Photo collection Jean-Pierre Benamou avec son aimable autorisation

Remarquez le drapeau à mi mât

Photo prise du balcon du Parloir du Lycée Malherbe (voir photo ci-dessus)

Voir à la fin de ce film

 

10 juillet

            Nous croyions nos misères finies. Pour un peu nous aurions cru la guerre terminée. Comme le réveil fut terrible et comme les jours qui suivirent me parurent atroces. CAEN restant la « charnière ». Oh ! ce mot, je l'ai pris en horreur ! Les Britanniques s'arrêtent à l'Orne et ne poussent pas au-delà leur offensive, si bien que CAEN n'est libéré qu'à moitié : tout le quartier de Vaucelles et celui de la gare restant entre les mains des boches. Ceux-ci organisent leur défense sur les bords mêmes de la rivière et nous voilà maintenant en pleine ligne de feu. Bien mieux, des S.S. fanatiques se sont cachés dans les ruines de la caserne Hamelin. A travers les décombres, ils vont jusqu'à s'approcher le la Préfecture et on entend sans cesse le « tacatacat » des mitrailleuses. Un soldat canadien de faction place Gambetta, est tué par une balle de mitrailleuse. Va-t-on voir la bataille de rues ?

 

            Boum ! Voilà les premiers obus allemands qui arrivent. Pendant 32 jours, nous les subirons jusqu'à ce que le grand décrochage soit enfin accompli.
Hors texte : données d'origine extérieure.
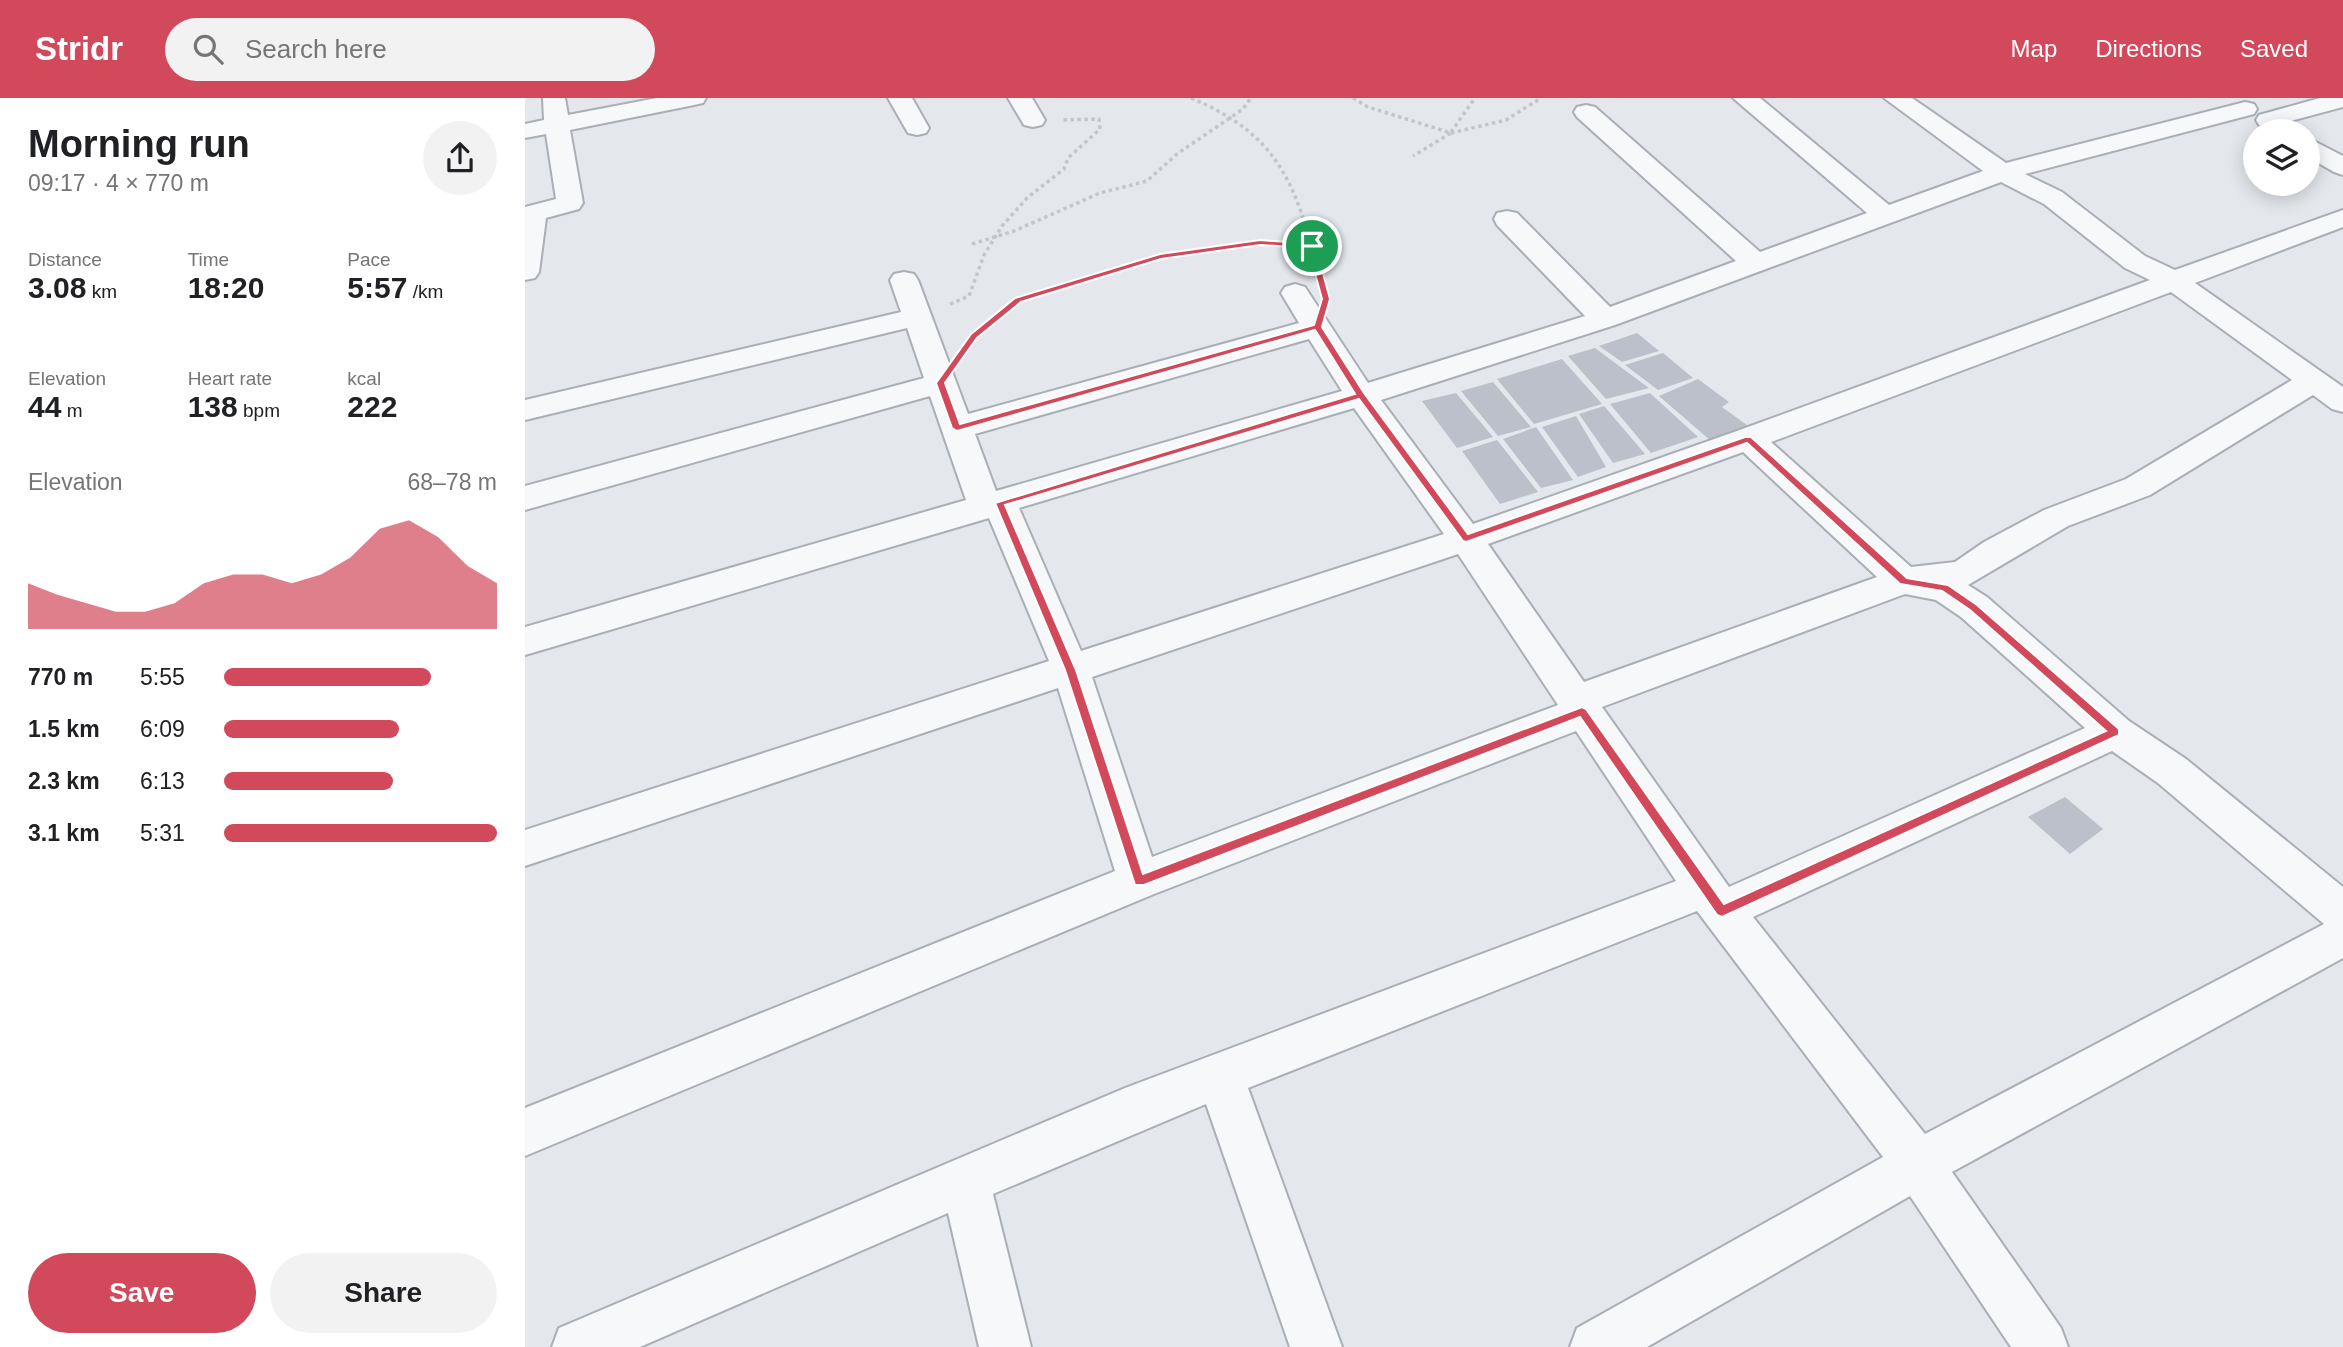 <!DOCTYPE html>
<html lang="en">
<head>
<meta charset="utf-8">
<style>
  :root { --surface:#fff; --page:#f2f2f2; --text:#202124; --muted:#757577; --accent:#d1495b }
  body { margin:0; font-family:Helvetica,sans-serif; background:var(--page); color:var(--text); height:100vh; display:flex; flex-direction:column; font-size:26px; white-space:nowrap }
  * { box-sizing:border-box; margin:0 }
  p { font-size:23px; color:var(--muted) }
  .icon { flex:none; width:38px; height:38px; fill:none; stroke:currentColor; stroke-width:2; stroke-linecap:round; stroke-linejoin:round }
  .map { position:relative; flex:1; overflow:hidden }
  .drawer { display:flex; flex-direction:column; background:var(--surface); width:525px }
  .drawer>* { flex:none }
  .tools { position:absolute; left:1718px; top:21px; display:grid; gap:14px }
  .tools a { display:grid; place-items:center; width:77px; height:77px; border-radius:50%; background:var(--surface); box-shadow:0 4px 18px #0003; font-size:35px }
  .pin { position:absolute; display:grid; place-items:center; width:60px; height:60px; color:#fff; margin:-30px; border:4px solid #fff; border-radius:50%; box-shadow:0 2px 7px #0007 }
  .round { display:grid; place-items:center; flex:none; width:74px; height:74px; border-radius:37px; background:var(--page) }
  .overview { display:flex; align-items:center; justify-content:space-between; height:119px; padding:0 28px }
  h1 { font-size:38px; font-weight:600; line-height:52px }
  .metrics { display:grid; grid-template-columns:repeat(3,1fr); gap:10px; height:119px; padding:7px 28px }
  .metrics div { display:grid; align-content:center }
  .metrics b { font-size:30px; font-weight:600 }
  .metrics small { font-size:19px; font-weight:400 }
  .metrics p { font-size:19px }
  .chart { height:196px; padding:14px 28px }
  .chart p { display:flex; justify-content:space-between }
  .chart svg { width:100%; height:126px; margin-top:7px; fill:var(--accent); opacity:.7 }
  .primary-button { display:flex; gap:14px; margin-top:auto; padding:14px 28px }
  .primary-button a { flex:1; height:80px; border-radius:42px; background:var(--accent); color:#fff; font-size:28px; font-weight:600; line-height:80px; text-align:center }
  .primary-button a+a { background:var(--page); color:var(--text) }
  ul { padding:0 28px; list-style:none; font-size:23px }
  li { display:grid; grid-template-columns:112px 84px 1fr; align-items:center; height:52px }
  li i { height:18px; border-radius:9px; background:var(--accent) }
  header { display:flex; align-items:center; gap:42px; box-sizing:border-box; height:98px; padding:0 35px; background:var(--accent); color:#fff }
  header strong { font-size:33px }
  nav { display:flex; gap:38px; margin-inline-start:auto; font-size:24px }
  .search { width:490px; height:63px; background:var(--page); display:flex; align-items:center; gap:18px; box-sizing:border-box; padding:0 24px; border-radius:38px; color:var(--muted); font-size:26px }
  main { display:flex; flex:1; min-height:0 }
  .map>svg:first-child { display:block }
  .building { fill:#bbc0ca }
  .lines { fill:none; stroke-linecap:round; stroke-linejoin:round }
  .minor-casing { stroke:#a9aeb7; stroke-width:4 }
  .path { stroke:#c2c5cb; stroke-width:3.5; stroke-dasharray:3.5 3.5; stroke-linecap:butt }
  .minor { fill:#f7f8fa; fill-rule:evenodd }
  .route { fill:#d1495b; stroke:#fff; stroke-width:2; fill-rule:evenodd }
</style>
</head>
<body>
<header>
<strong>Stridr</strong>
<div class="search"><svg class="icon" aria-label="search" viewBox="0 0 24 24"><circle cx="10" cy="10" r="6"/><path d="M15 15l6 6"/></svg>Search here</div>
<nav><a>Map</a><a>Directions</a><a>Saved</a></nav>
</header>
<main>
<section class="drawer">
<div class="overview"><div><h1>Morning run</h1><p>09:17 · 4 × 770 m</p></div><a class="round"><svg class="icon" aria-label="share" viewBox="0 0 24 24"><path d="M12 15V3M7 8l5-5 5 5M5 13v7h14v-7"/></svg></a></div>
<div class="metrics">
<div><p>Distance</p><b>3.08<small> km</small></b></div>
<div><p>Time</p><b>18:20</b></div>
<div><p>Pace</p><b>5:57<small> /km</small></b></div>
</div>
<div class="metrics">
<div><p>Elevation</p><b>44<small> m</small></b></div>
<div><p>Heart rate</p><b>138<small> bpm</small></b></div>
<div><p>kcal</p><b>222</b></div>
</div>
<div class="chart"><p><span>Elevation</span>68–78 m</p>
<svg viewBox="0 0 160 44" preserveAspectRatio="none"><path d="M0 44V28L10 32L20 35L30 38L40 38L50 35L60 28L70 25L80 25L90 28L100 25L110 19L120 9L130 6L140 12L150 22L160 28V44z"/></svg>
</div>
<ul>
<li><b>770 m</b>5:55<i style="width:76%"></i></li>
<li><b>1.5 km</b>6:09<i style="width:64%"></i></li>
<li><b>2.3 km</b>6:13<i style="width:62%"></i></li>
<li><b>3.1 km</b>5:31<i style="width:100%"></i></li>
</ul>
<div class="primary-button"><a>Save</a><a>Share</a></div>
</section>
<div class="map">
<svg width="1818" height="1249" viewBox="0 0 1818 1249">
  <rect width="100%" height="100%" fill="#e4e7ec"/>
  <!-- building -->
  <path class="building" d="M1112,235l22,18 -37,11 -23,-16z
    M1070,250l54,40 -43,11 -38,-43z
    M1138,255l30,25 -35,12 -33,-25z
    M1037,261l40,45 -68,20 -37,-45z
    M1173,281l31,23 -7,5 29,21 -40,13 -52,-45z
    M968,284l38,45 -33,9 -37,-45z
    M931,295l37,44 -36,11 -35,-47z
    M1125,295l48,44 -47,16 -41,-49z
    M1079,308l41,48 -32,9 -34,-49z
    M1051,318l30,51 -28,10 -36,-50z
    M1011,329l37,53 -32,8 -38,-49z
    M972,342l41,52 -38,12 -38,-53z
    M1540,699l38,32 -33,25 -42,-37z"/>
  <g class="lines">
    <!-- minor casing -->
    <g class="minor-casing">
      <path id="minor" d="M18,0h22l3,17 89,-17h49l-3,5 -9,2 -124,25 13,73 -4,6 -33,9 -7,54 -4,6 -10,2v-73l31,-8 -10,-65 -21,4v-14l19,-4z
        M363,0h24l17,30 -3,5 -9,2 -9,-2z
        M483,0h24l13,22 -3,5 -9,2 -9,-2z
        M1208,0h27l129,107 94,-34 -99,-73h28l94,65 239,-61 9,2 3,5 -3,5 -229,60 37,18 83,64 30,14 168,-60v17l-148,56 148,104v25l-11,-3 -19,-14 -163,100 -82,31 -100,59 19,12 142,124 57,38 157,128v71l-391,214 109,156 7,19h-57l-101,-151 -263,151h-77l7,-19 306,-171 -186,-246 -449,177 94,259h-52l-84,-243 -213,90 38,153h-52l-31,-134 -308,134h-88l7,-19 566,-240 551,-207 -100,-150 -422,163 -629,262v-48l590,-237 -57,-183 -533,178v-36l524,-169 -60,-143 -464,137v-28l441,-127 -36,-104 -405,114v-24l399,-108 -17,-50 -382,92v-20l376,-88 -11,-32 4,-6 10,-2 10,2 4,6 50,134 331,-91 -18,-30 4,-6 10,-3 10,3 63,96 217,-67 -88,-91 -3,-6 3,-6 10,-2 10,2 93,94 126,-46 -159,-144 -3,-5 3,-5 9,-2 9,2 165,145 107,-39zM1476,84l43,22 81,64 25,12 -413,151 -264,93 -92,-124 234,-75zM1646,194l121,88 -166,99 -82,31 -60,32 -29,20 -44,5 -140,-125zM784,241l33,52 -346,100 -21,-57zM829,310l90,126 -363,117 -62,-143zM1218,354l134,125 -293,105 -96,-138zM933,456l100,151 -406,152 -60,-180zM1380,496l31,6 25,17 124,111 -356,159 -127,-180zM1587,653l46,32 166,141 -399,210 -172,-217z
        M1795,0h23v9l-75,20 -9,-2 -3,-5 3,-5z
        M1783,40l35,18v19l-9,-3 -26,-15z"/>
    </g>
    <!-- path -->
    <path class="path" d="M666,0c88,37 104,85 127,172
      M828,0l15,9 83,26 -38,23
      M926,34l24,-34
      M926,35l55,-13 35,-22
      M447,146l42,-13 86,-38 47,-12 30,-27 66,-45 8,-11
      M425,206l19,-8 15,-41 18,-29 25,-28 37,-29 4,-11 32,-29 -1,-10 -37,1
      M443,247l6,-9 44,-36 142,-43 100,-14 52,3"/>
    <!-- minor -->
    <use href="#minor" class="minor"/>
  </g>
  <!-- route -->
  <path class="route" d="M735,142l55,4 15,55 -8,28 42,66 104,141 277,-97h6l156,141 41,7 29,20 142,124v6l-397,182 -5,-2 -137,-198 -436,168h-9l-70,-215 -70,-167 360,-109 -40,-64 -358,101 -5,-3 -16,-45 35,-49 44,-36 145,-44zM735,147l48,3 14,51 -8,26 -354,99 -15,-41 32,-45 44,-36 140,-43zM834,301l104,142 3,1 281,-99 153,141 42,7 28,19 136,121 -382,173 -138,-195 -4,-2 -439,167 -67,-204 -71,-165z"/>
</svg>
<div class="tools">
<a><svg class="icon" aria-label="layers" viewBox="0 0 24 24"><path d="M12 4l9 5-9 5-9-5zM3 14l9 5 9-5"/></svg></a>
</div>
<div class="pin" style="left:787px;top:148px;background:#1e9e55"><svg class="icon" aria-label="arrive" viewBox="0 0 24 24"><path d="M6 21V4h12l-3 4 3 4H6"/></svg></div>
</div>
</main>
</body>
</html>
Notre hantise : c'est la contre-attaque ! Les boches vont-ils essayer de reprendre  CAEN ? J'interroge le colonel, chef des « Civil Affairs ». Tout souriant, mais avec flegme, il me répond « qu'il ne le pense pas, mais qu'à la guerre, il faut s'attendre à tout ». Je ne suis aucunement rassuré et le crépitement continuel des mitrailleuses à quelques centaines de mètres de nous, laisse craindre un repli des avant-gardes alliées. Or, ce qui reste de CAEN est pavoisé de drapeaux tricolores à Croix de Lorraine et de portraits du Général de Gaulle . Les proclamations du Commissaire de la République, du Préfet et du Comité de Libération sont affichées partout. Quelles représailles terribles nous attendent si CAEN doit être repris et si la soldatesque nazi rejette les Alliés de nos ruines ! Cette incertitude durera longtemps et nos craintes ne feront que s'accentuer devant la violence des tirs d'artillerie et la fréquence des incursions d'avions. Car les raids d'avions allemands commencent ! La nuit, on entend le ronronnement des bombardiers boches qui, à leur tour, veulent couper les voies de communications et atteindre l'énorme matériel anglais qui ne cesse de déferler de toutes parts.

 

Nous le sentons nettement : la pause, si pause il y a eu, n'aura duré que 24 heures. La guerre reprend ses droits et si nous avons le bonheur d'être soutenus, aidés, encouragés par les Canadiens, nos frères, qui se battent comme des lions, nous devrons encore affronter les rigueurs d'une lutte sans pareille qui n'en est qu'à son commencement.

 

11-12 juillet

            Les batteries allemandes sont admirablement placées pour atteindre CAEN. Les coteaux de FLEURY qui dominent la ville semblent faits exprès. Et les obus pleuvent tout particulièrement du côté de l'avenue Albert-Sorel, de la place Louis-Guillouard et des Tribunaux. Le Lycée Malherbe est, cette fois, fort mal placé. Une toute jeune fille de vingt ans, équipière de la Croix­Rouge, qui me servait d'interprète depuis deux jours, est tuée net au moment où elle sortait par le grand portail. Un obus de gros calibre éclate dans la cuisine faisant de nombreuses victimes. Deux autres dans le grand réfectoire qui servait de salle de pansement pour les blessés du poste de secours N°2. On évacue d'urgence ceux-ci sur le Bon-Sauveur et on installe des cuisines roulantes dans la cour.

 

            La vaillante population restée à CAEN pour recevoir les libérateurs, veut maintenant s'en aller vers la. région bénie de BAYEUX. BAYEUX n'a pas eu une vitre de brisée. Les Anglais l'ont occupée sans coup férir dès le 6 juin (Note de MLQ:  en fait le 7, par la 50th (Northumbrian) Division d’infanterie britannique), le front a tout de suite été porté assez loin pour éviter à la ville épiscopale les ruines et les misères de la guerre. Chose incompréhensible ! De nombreuses communes de la zone côtière ont, elles aussi, été épargnées. Les opérations de débarquement ont été si magistralement conduites qu'en dehors de la canonnade du 6 juin au matin, il n'y a pas eu de bataille, à peine quelques escarmouches.

 

            Les Anglais mettent à notre disposition des camions qui, du 12 au 18, emmèneront vers BAYEUX, AMBLIE, SAINT-CROIX-GRAND'TONNE et la Manche, près de 10.000 réfugiés. Chaque jour, les départs s'effectuent devant l'église Saint-Etienne. Les femmes, les vieillards et les impotents ont la priorité, mais il y aura des camions et de la place pour tout le monde.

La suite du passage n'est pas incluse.